A small, private Cleveland-area college is making a big name for itself in football. Notre Dame College is in the Division II tournament for the first time in school history, capping off an undefeated 11-0 season.
WKSU commentator Terry Pluto says Notre Dame is relatively unknown in the sports world. That’s because its namesake, the Fighting Irish of South Bend, Indiana, gets the spotlight, not the Falcons of South Euclid, Ohio.
Going coed and forming a team
Notre Dame College has an enrollment of 2,000 at the 40-acre campus. Tuition is $41,000. The football team has around 150 players.
It was originally founded as a women’s Catholic college in 1922. Over time, as enrollment declined, the school went coed in 2001.
“They realized they had to do something to attract male students,” Pluto said. “And what a lot of people don’t like to talk about is that you’re educating young people, but there’s a business element to it. And we’ve seen a lot of small, private colleges close across the country because they couldn’t make it economically.”

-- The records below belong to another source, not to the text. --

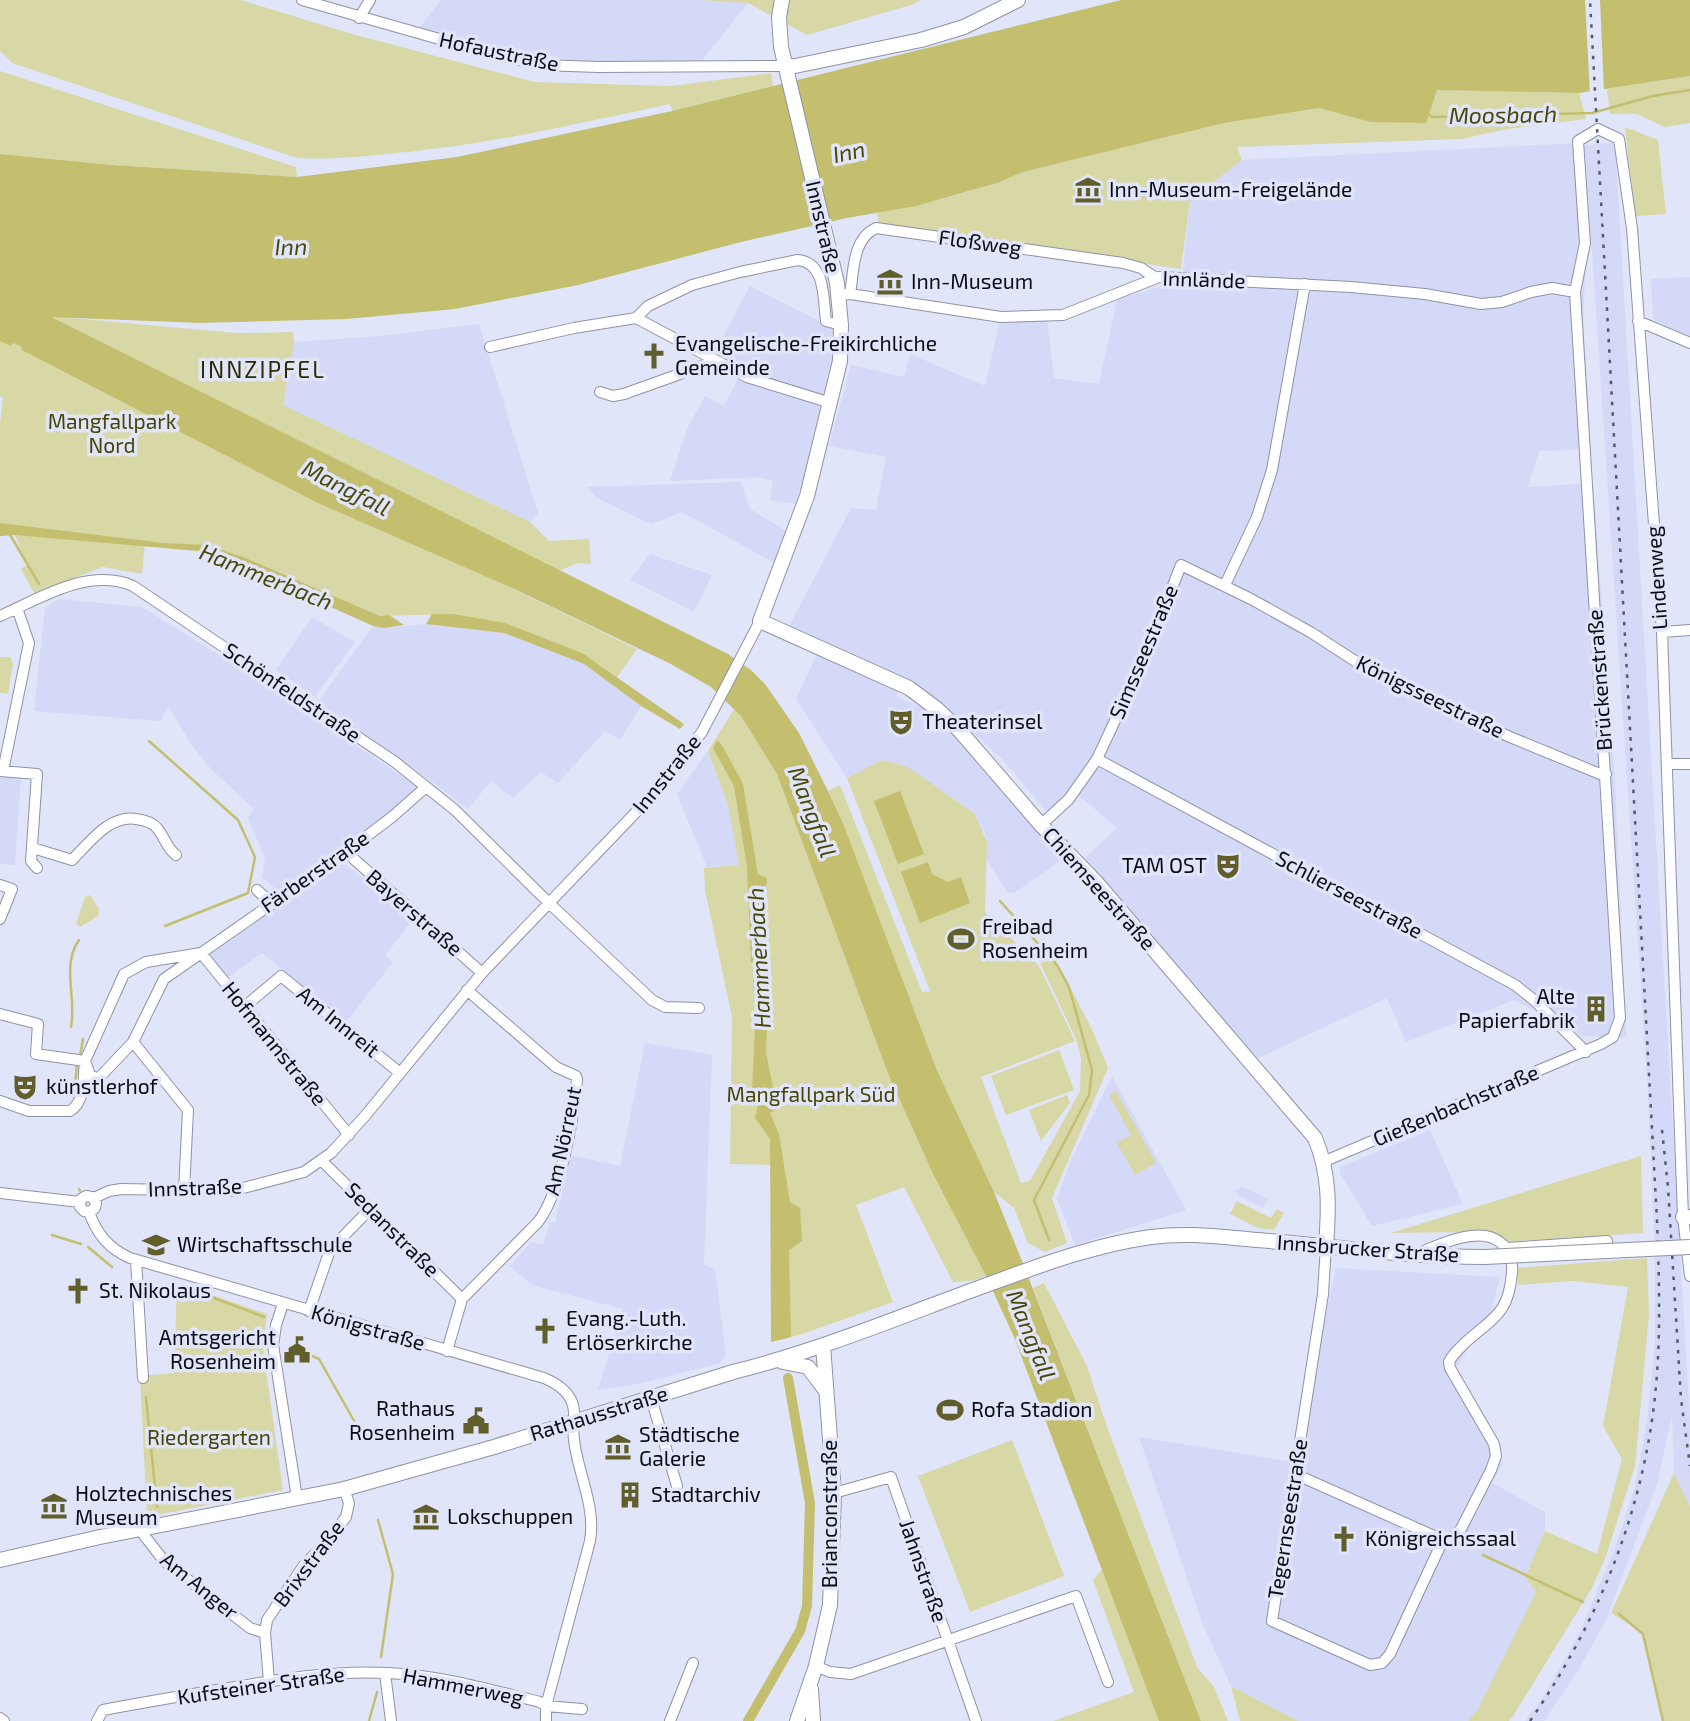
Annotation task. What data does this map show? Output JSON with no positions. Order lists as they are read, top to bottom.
{
  "streets": {
    "main road": [
      "Innstraße",
      "Chiemseestraße",
      "Innsbrucker Straße",
      "Rathausstraße",
      "Brianconstraße"
    ],
    "street": [
      "Hofaustraße",
      "Floßweg",
      "Innlände",
      "Lindenweg",
      "Simsseestraße",
      "Brückenstraße",
      "Schönfeldstraße",
      "Königsseestraße",
      "Färberstraße",
      "Schlierseestraße",
      "Bayerstraße",
      "Am Innreit",
      "Hofmannstraße",
      "Gießenbachstraße",
      "Am Nörreut",
      "Sedanstraße",
      "Königstraße",
      "Tegernseestraße",
      "Brixstraße",
      "Jahnstraße",
      "Am Anger",
      "Kufsteiner Straße",
      "Hammerweg"
    ]
  },
  "crossings": [
    ["Hofaustraße", "Innstraße"],
    ["Innstraße", "Floßweg"],
    ["Innstraße", "Innlände"],
    ["Innstraße", "Schönfeldstraße"],
    ["Innstraße", "Chiemseestraße"],
    ["Innstraße", "Bayerstraße"],
    ["Innstraße", "Am Innreit"],
    ["Innstraße", "Hofmannstraße"],
    ["Innstraße", "Am Nörreut"],
    ["Innstraße", "Sedanstraße"],
    ["Innstraße", "Königstraße"],
    ["Floßweg", "Innlände"],
    ["Innlände", "Lindenweg"],
    ["Innlände", "Brückenstraße"],
    ["Lindenweg", "Brückenstraße"],
    ["Simsseestraße", "Königsseestraße"],
    ["Simsseestraße", "Chiemseestraße"],
    ["Simsseestraße", "Schlierseestraße"],
    ["Brückenstraße", "Königsseestraße"],
    ["Brückenstraße", "Schlierseestraße"],
    ["Brückenstraße", "Gießenbachstraße"],
    ["Schönfeldstraße", "Färberstraße"],
    ["Färberstraße", "Bayerstraße"],
    ["Färberstraße", "Hofmannstraße"],
    ["Chiemseestraße", "Gießenbachstraße"],
    ["Chiemseestraße", "Innsbrucker Straße"],
    ["Chiemseestraße", "Tegernseestraße"],
    ["Schlierseestraße", "Gießenbachstraße"],
    ["Am Innreit", "Hofmannstraße"],
    ["Am Nörreut", "Sedanstraße"],
    ["Am Nörreut", "Königstraße"],
    ["Innsbrucker Straße", "Rathausstraße"],
    ["Innsbrucker Straße", "Tegernseestraße"],
    ["Königstraße", "Rathausstraße"],
    ["Königstraße", "Hammerweg"],
    ["Rathausstraße", "Brianconstraße"],
    ["Rathausstraße", "Brixstraße"],
    ["Rathausstraße", "Am Anger"],
    ["Brianconstraße", "Jahnstraße"],
    ["Brixstraße", "Am Anger"],
    ["Brixstraße", "Kufsteiner Straße"],
    ["Kufsteiner Straße", "Hammerweg"]
  ],
  "districts": ["INNZIPFEL"],
  "water": [
    "Moosbach",
    "Inn",
    "Mangfall",
    "Hammerbach"
  ],
  "parks": ["Mangfallpark Nord", "Mangfallpark Süd", "Riedergarten"],
  "places": {
    "museum": [
      "Inn-Museum-Freigelände",
      "Inn-Museum",
      "Städtische Galerie",
      "Holztechnisches Museum",
      "Lokschuppen"
    ],
    "church": [
      "Evangelische-Freikirchliche Gemeinde",
      "St. Nikolaus",
      "Evang.-Luth. Erlöserkirche",
      "Königreichssaal"
    ],
    "theatre": ["Theaterinsel", "TAM OST", "künstlerhof"],
    "sports": ["Freibad Rosenheim", "Rofa Stadion"],
    "building": ["Alte Papierfabrik", "Stadtarchiv"],
    "school or university": ["Wirtschaftsschule"],
    "public building": ["Amtsgericht Rosenheim", "Rathaus Rosenheim"]
  }
}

‘Notre Dame, South Euclid, has found a place on the college football map’
DI vs DII
So, 10 years ago, Notre Dame College decided to start a football program. Pluto thought it was a bad idea, because most college football programs run a deficit, with the exception of the powerhouse schools like Ohio State and Alabama. Also, on the Division I level, schools award 85 full-scholarships for football.
However, Notre Dame College plays in Division II, where most head coaches are paid $70,000 to $100,000. And very few players get a full scholarship. “So that also means at least 50 players or more are paying some sort of tuition. And maybe none of them would have gone to Notre Dame at all without that.”
A good coach and finally their own field
Then Notre Dame College ended up with a good team built around head coach Mike Jacobs. He was a long snapper at Ohio State and coached at California University of Pennsylvania for six years. “It’s more football coaching than it is being a CEO of this multi-million dollar enterprise,” Pluto said.
Another turning point for the football program was when the team got its own field. “They were playing games at nearby Brush High School,” Pluto said. Now, there’s Mueller Field on campus.
“It’s not this college football factory. Notre Dame, South Euclid has found a place on the college football map.”
Notre Dame College hosts Slippery Rock in the Division II tournament quarterfinals Saturday at 12 p.m.